Dikili Şenlikleri’nin son günü, “Barış ve Demokrasi" konulu açıkoturumu Reha İsvan yönetti. Erbil Tuşalp. Güney Dinç, Kemal Anadol, Sadun Aren konuşmacıydılar. Konuşmacıların tümünün söyledikleri ilginçti. Prof. Sadun Aren 141-142 ile eş tutulan 163’e de değindi. Aren'in konuşması çok kişiye çarpıcı gelmişti. Aren, özetle şöyle diyordu:
“Demokrasi, her şey gibi bütün kavramlar gibi neyi vurgulamak istiyorsanız, o bakımdan tanımlanabilir.

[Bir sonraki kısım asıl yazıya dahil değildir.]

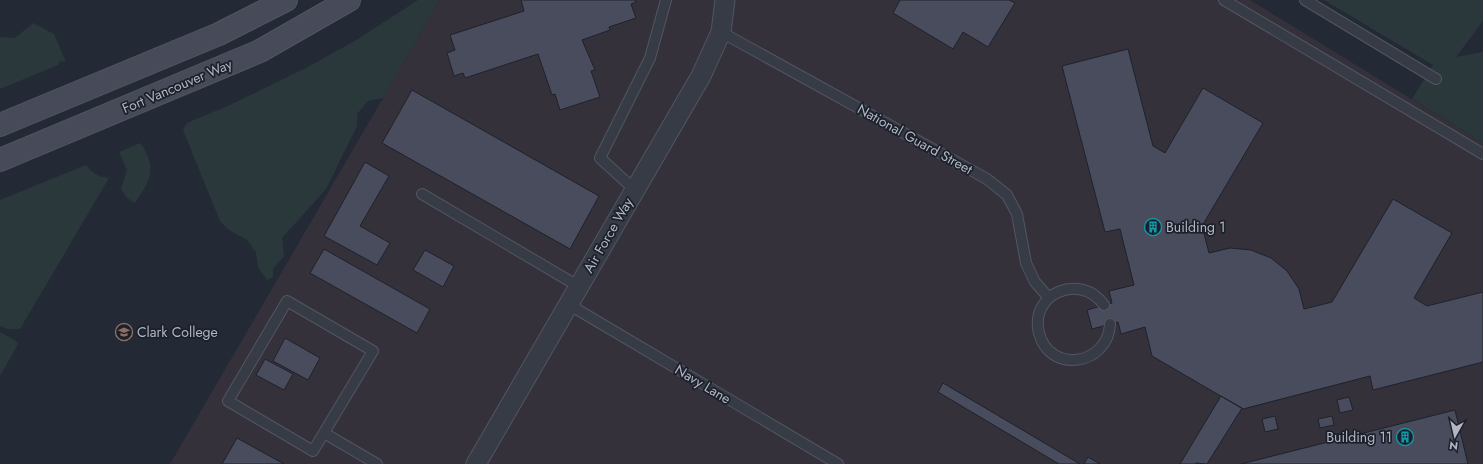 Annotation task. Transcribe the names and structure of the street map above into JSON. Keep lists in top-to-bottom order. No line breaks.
{"streets":{"street":["Fort Vancouver Way","Air Force Way"],"lane":["National Guard Street","Navy Lane"]},"crossings":[["National Guard Street","Air Force Way"],["Air Force Way","Navy Lane"]],"places":{"building":["Building 1","Building 11"],"school or university":["Clark College"]},"north":"bottom"} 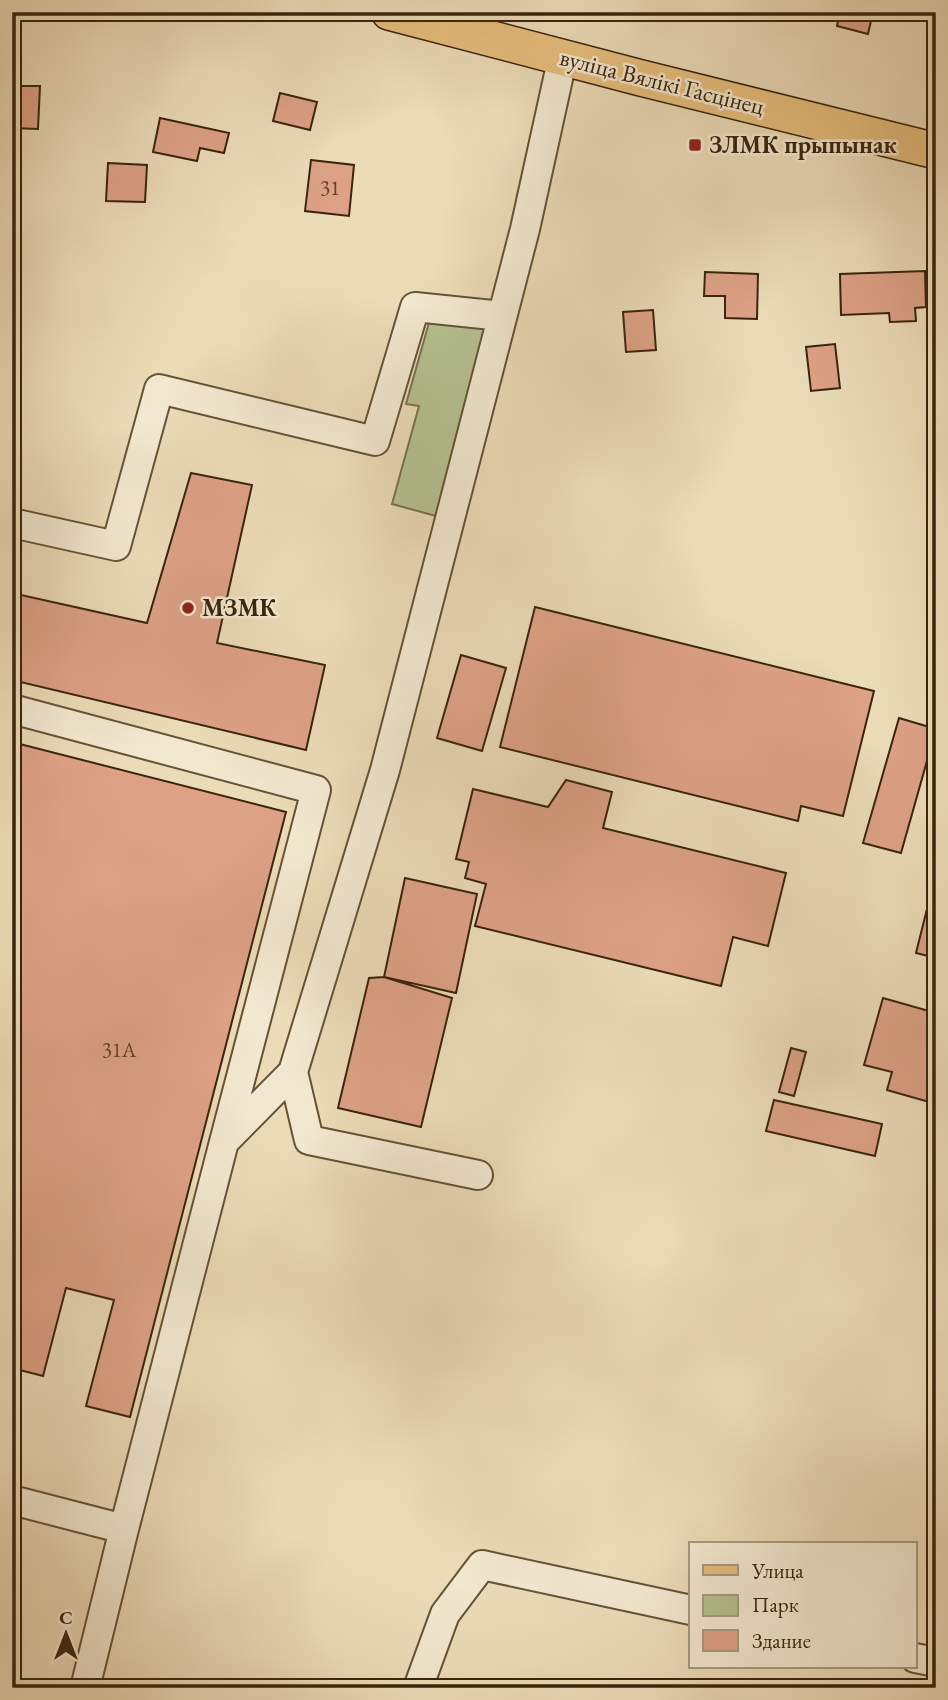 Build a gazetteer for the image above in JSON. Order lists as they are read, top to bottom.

Çünkü her olayın çok çeşitli yönleri vardır. Örneğin demokrasiye ‘halkın halk için...’ filan 'yönetimi' denir. ‘İktidarın seçimlerle el değiştirmesidir' denir. Bu tanımların hepsi doğrudur, fakat maksadınıza uygun olabilir veya olmayabilir. Ben daha özüne gidecek bir tanımlama yapmak istiyorum, başka bir yanını vurgulamak istiyorum: Demokrasi demek, insanların uğradıkları toplumsal haksızlıklara karşı- barışçı yollardan mücadele ederek, bu haksızlıkları düzeltebilmek özgürlüğüne sahip olmak demektir. Bunun için dört yılda bir seçim yapılması gerekir, oylamanın şu şekilde olması gerekir, şu kuralların olması gerekir vs... Bunu böyle başka yönleriyle destekleyebilirsiniz. Fakat demokratik rejim hak aramadır. Ama tabii alacağını tahsil etme hakkı değil. Çünkü bu türlü haklar mahkemelerde de aranabilir. Toplumsal haksızlıklara karşı mücadele etmek, burada uğranılan haksızlıkları düzeltebilmek için mücadele etme özgürlüğü... Demokrasi bu. Bu haklar nasıl haklardır, yineliyorum; toplumsal haklardır. Arkadaşlar, haksızlık olmadan, hak diye bir şey olmaz. Haksızlık olduğu için hak diye bir şey vardır. Haksızlık ortadan kalkarsa, hak gerekmez. Öyle bir toplumda da demokrasiye filan gerek de yoktur. O, işte bildiğimiz çok ileri bir toplum düzenidir. Orada ne hak aranır, ne bir şey yapılır. Çünkü haksızlık yoktur, demokrasi gerekmez. Çünkü kimse haksızlığa uğramaz vs.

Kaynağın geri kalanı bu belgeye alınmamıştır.